Loïc Damey aborde dans cet article les deux principales approches de financement du revenu universel.

I – Deux familles

Lors des débats autour du sujet du revenu de base universel, la question du financement revient immanquablement. Et à chaque fois deux attitudes s’opposent, d’un coté il y a ceux pour qui cette question est un non sens et de l’autre ceux qui pensent que c’est une question insoluble. Les arguments semblent hors sujet et l’issue de l’échange mène à un sentiment de confusion et de frustration pour tout le monde.

En abordant les systèmes de financement sous un autre angle, nous pouvons comprendre ces postures. Souvent à une question, la réponse correcte est “cela dépend du système de financement”. Et il n’est pas envisageable d’expliquer pourquoi car alors il faudrait détailler les mécanismes économiques, l’explication deviendrait trop technique.

Pour avancer dans le débat, distinguons deux familles de financement d’un revenu de base universel. La première se caractérise par une logique de mutualisation. Le système est équilibré par définition, un impôt universel permet de reverser un revenu universel. Les ressources sont redistribuées équitablement mais ce ne sont que les flux à l’intérieur du système qui sont modifiés. Dans cette famille, nous pouvons classer les propositions de réformes de l’impôt sur le revenu et de la CSG, (par un impôt progressif ou une flat tax), ou de l’impôt négatif.
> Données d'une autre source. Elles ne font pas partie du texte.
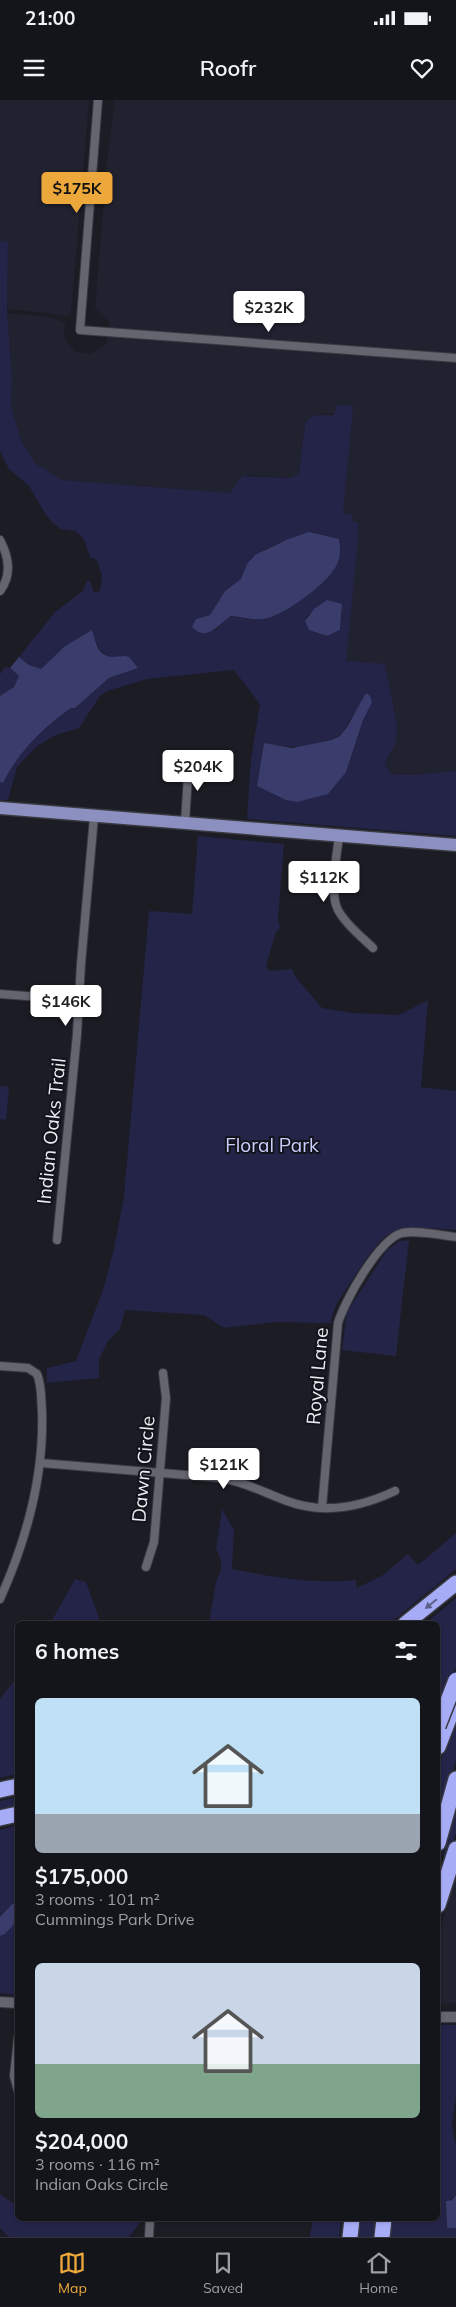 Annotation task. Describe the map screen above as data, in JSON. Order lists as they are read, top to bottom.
{
  "streets": {
    "street": ["Indian Oaks Trail", "Royal Lane", "Dawn Circle"]
  },
  "parks": ["Floral Park"],
  "page": {
    "status": "21:00",
    "header": "Roofr",
    "price": [
      "$175K",
      "$232K",
      "$204K",
      "$112K",
      "$146K",
      "$121K"
    ],
    "heading": "6 homes",
    "list": [
      {
        "name": "$175,000",
        "note": "3 rooms · 101 m² · Cummings Park Drive"
      },
      {
        "name": "$204,000",
        "note": "3 rooms · 116 m² · Indian Oaks Circle"
      }
    ],
    "tabs": ["Map", "Saved", "Home"]
  }
} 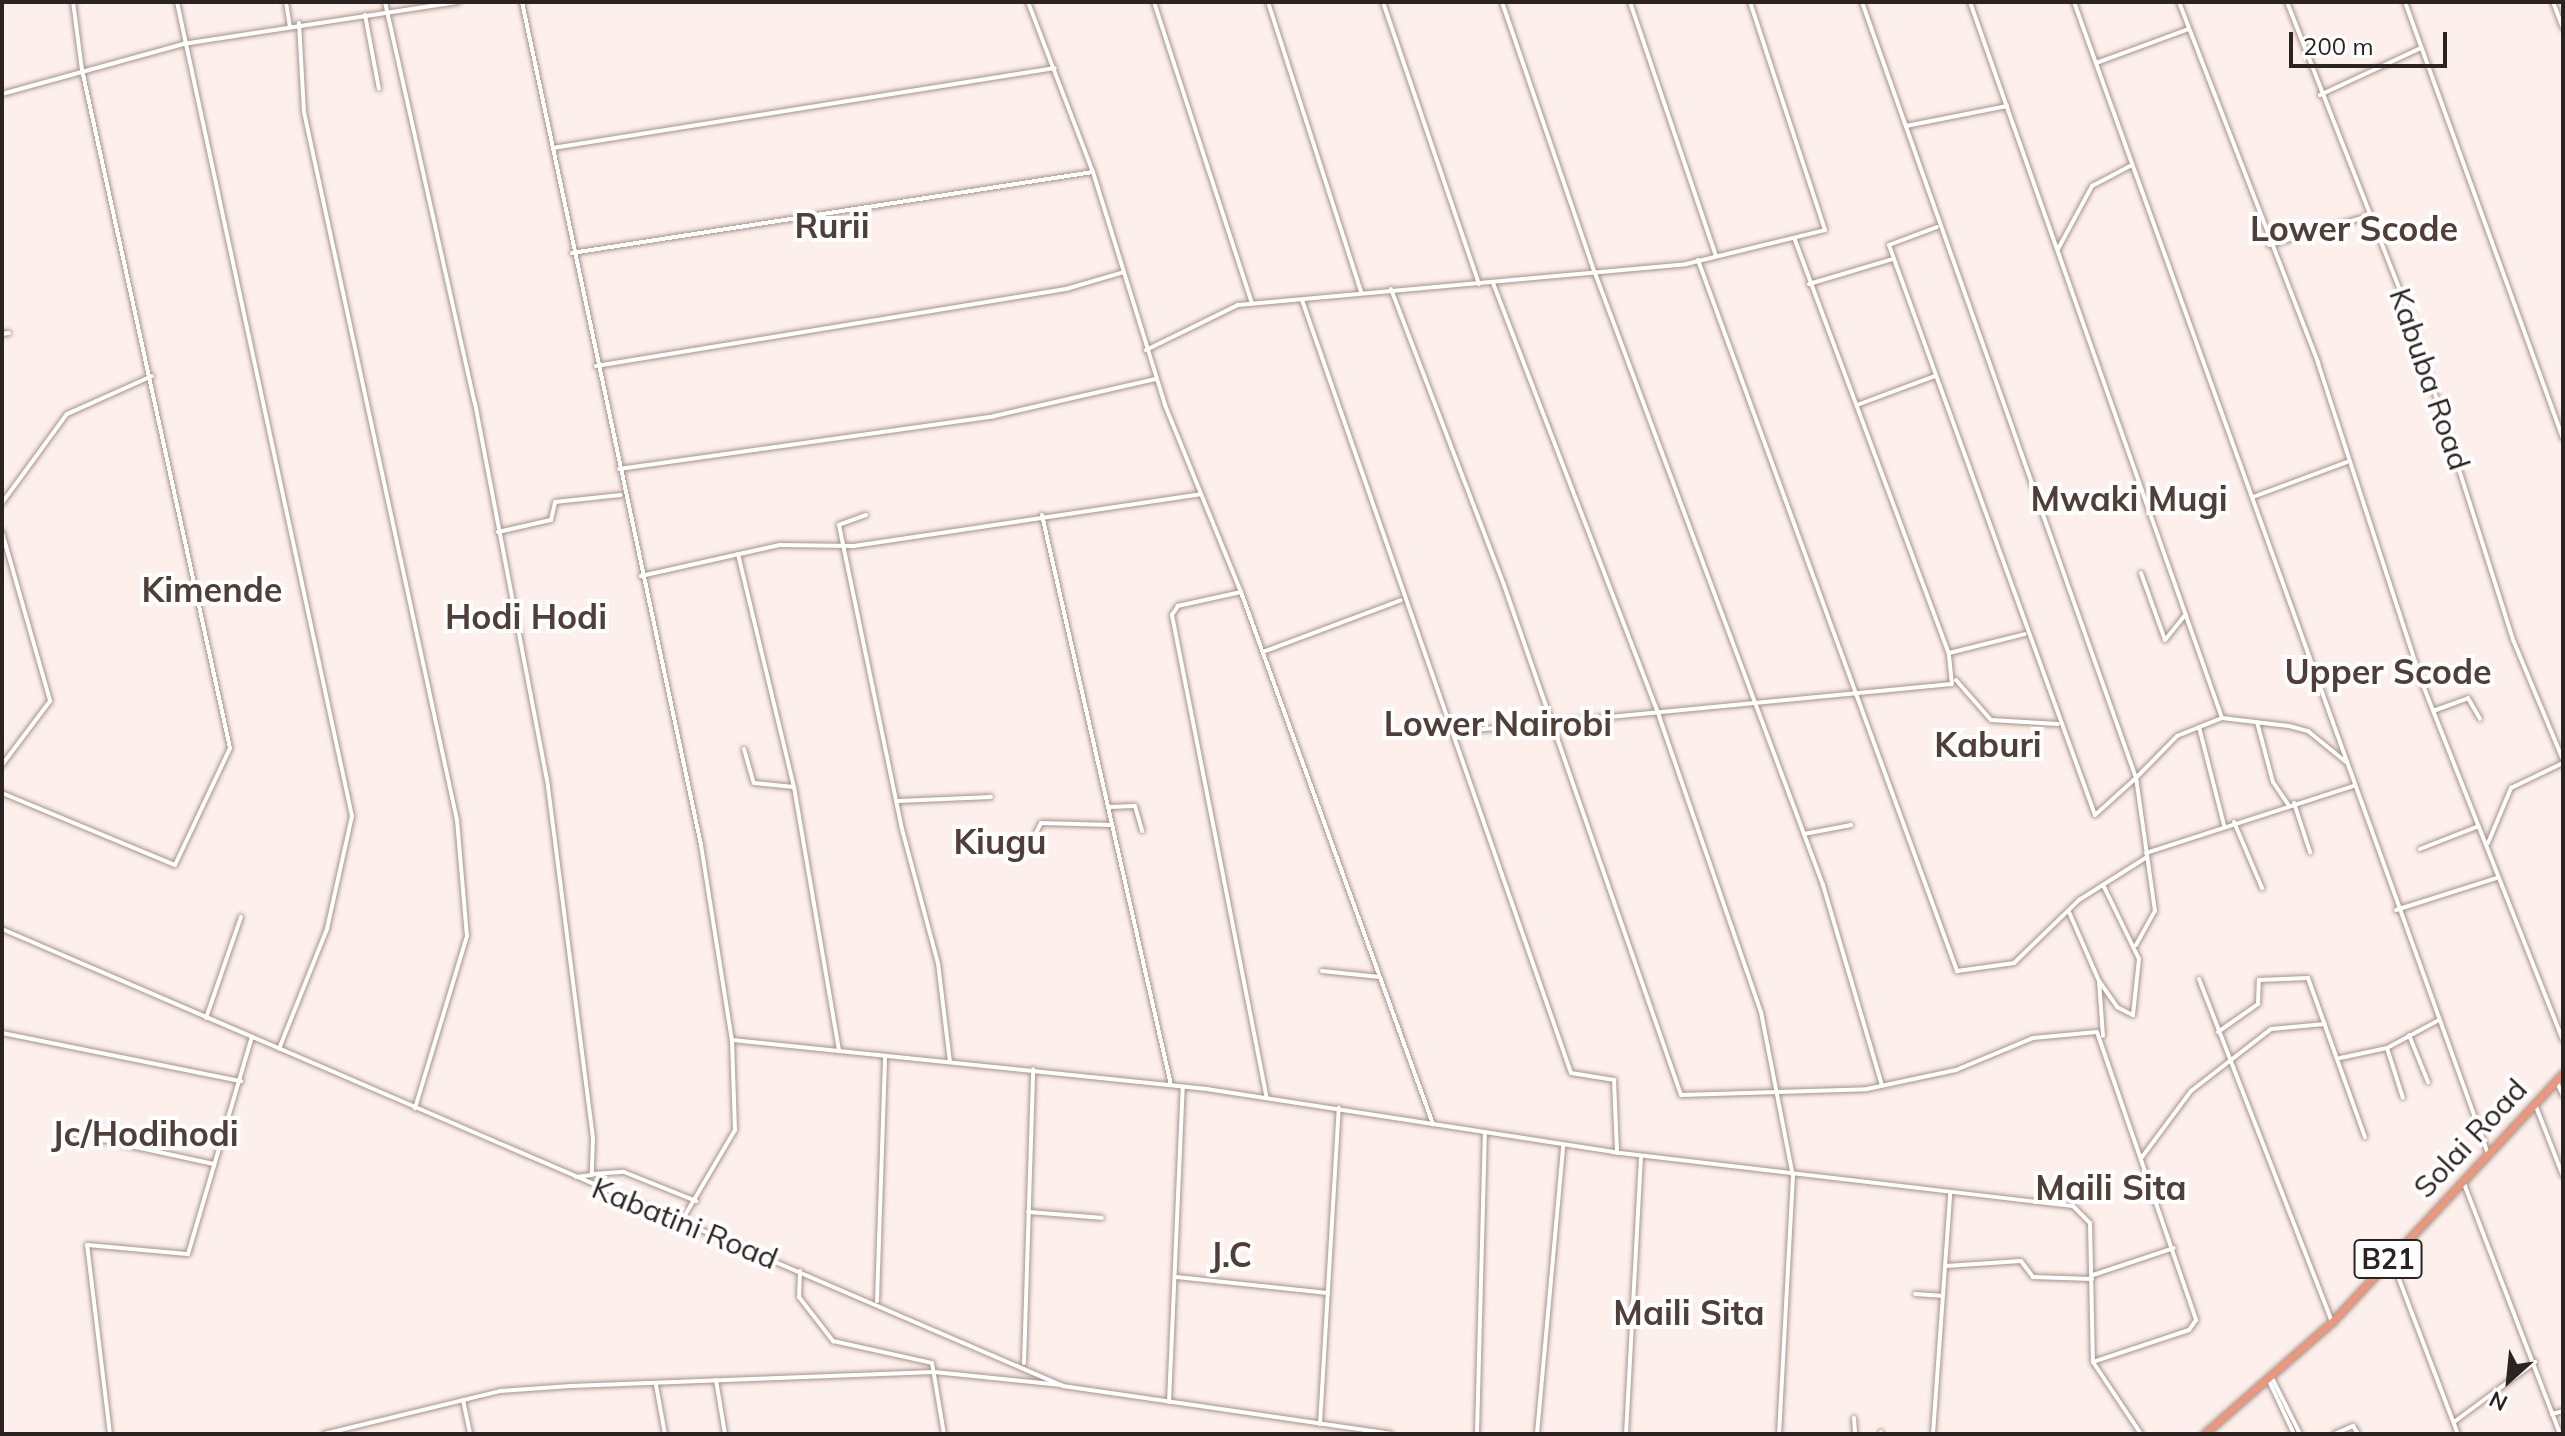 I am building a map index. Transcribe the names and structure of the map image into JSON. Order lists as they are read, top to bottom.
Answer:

Dans la deuxième famille, nous trouvons toutes les propositions de collectes qui ne sont pas liées aux revenus des personnes. Sans être exhaustif, il s’agit de la TVA, la taxe sur les transactions financières, la taxe écologique, la taxe sur le patrimoine, la taxe sur les robots, la création monétaire. Dans tous ces cas, le revenu des personnes n’a aucune incidence sur le système de prélèvement.

II – Imaginons un débat

Imaginons un débat où la même question est posée à deux intervenants qui sont convaincus par des systèmes de financements différents. “A” privilégie la première famille et “B” préfère la deuxième famille.

Est ce que le revenu de base universel est cumulable avec les revenus du travail ?

A : en fait il est partiellement cumulable car un prélèvement de 25% sur les revenus (par exemple) est appliqué pour le financement.

B : oui il est totalement cumulable.

Est ce qu’il y a des perdants et des gagnants ?

A : les simulations montrent que la redistribution est presque similaire, sauf pour les 10% les plus riches.

B : il n’y a pas de perdant, le revenu de base universel permet d’augmenter le pouvoir d’achat de tous.

Est ce que le montant des revenus augmente ?

A : non, c’est une redistribution de l’existant

B : oui, de nouvelles taxes ou la lutte contre l’évasion fiscale permettent d’améliorer les revenus.

Est ce que le financement est équilibré ?

A : oui, le taux de prélèvement ou de crédit d’impôt est calculé pour que le système soit équilibré.

B : partiellement, un cumul des différents prélèvements peut permettre d’arriver à boucler le budget.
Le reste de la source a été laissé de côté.